The trait defined in this package cannot make the methods for the functions
defined in Base to be dispatched to the implementations of this package.
For these to be used for a given type, it needs to inherit from `MA.AbstractMutable`

.
Not that subtypes of `MA.AbstractMutable`

are not necessarily mutable,
for instance, polynomial variables and the decision variable of an optimization
model are subtypes of `MA.AbstractMutable`

but are not mutable.
The only purpose of this abstract type is to have `Base`

methods to be dispatched
to the implementations of this package.

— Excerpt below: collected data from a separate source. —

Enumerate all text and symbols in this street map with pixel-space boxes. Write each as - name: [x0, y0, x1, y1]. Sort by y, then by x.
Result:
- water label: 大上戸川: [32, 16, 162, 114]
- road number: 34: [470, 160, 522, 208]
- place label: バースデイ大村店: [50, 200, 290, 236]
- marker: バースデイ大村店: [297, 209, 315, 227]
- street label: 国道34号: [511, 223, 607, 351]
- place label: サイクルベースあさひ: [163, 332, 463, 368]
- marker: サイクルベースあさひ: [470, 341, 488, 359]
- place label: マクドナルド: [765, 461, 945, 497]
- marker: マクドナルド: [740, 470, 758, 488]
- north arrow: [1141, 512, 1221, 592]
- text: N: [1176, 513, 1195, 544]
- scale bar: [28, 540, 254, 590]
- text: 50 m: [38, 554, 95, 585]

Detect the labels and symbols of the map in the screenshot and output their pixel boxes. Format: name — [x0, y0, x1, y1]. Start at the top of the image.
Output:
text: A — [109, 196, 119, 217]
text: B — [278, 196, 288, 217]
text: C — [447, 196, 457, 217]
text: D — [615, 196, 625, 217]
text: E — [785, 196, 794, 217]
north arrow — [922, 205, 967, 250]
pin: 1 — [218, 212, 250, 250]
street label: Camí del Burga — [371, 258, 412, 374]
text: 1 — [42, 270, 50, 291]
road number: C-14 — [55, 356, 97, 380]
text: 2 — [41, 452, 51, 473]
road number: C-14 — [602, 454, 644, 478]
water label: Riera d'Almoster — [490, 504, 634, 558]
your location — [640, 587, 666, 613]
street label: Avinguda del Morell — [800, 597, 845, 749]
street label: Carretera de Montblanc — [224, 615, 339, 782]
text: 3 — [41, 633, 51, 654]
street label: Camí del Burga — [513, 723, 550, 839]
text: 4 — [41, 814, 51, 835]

See `src/dispatch.jl`

for more details.

## Documentation

**STABLE**—**most recently tagged version of the documentation.****LATEST**—*in-development version of the documentation.*

## Quick Example & Benchmark

```
using BenchmarkTools
using MutableArithmetics
const MA = MutableArithmetics
n = 200
A = rand(-10:10, n, n)
b = rand(-10:10, n)
c = rand(-10:10, n)
# MA.mul works for arbitrary types
MA.mul(A, b)
A2 = big.(A)
b2 = big.(b)
c2 = big.(c)
```

The default implementation `LinearAlgebra.generic_matvecmul!`

does not exploit
the mutability of `BigInt`

is quite slow and allocates a lot:

```
using LinearAlgebra
trial = @benchmark LinearAlgebra.mul!($c2, $A2, $b2)
display(trial)
# output
BenchmarkTools.Trial:
memory estimate: 3.67 MiB
allocs estimate: 238775
--------------
minimum time: 6.116 ms (0.00% GC)
median time: 6.263 ms (0.00% GC)
mean time: 11.711 ms (27.72% GC)
maximum time: 122.627 ms (70.45% GC)
--------------
samples: 429
evals/sample: 1
```

In `MA.mutable_operate_to(::Vector, ::typeof(*), ::Matrix, ::Vector)`

, we
exploit the mutability of `BigInt`

through the MutableArithmetics API.
This provides a significant speedup and a drastic reduction of memory usage:

```
trial2 = @benchmark MA.mul_to!($c2, $A2, $b2)
display(trial2)
BenchmarkTools.Trial:
memory estimate: 48 bytes
allocs estimate: 3
--------------
minimum time: 917.819 μs (0.00% GC)
median time: 999.239 μs (0.00% GC)
mean time: 1.042 ms (0.00% GC)
maximum time: 2.319 ms (0.00% GC)
--------------
samples: 4791
evals/sample: 1
```

This package started out as a GSoC '19 project.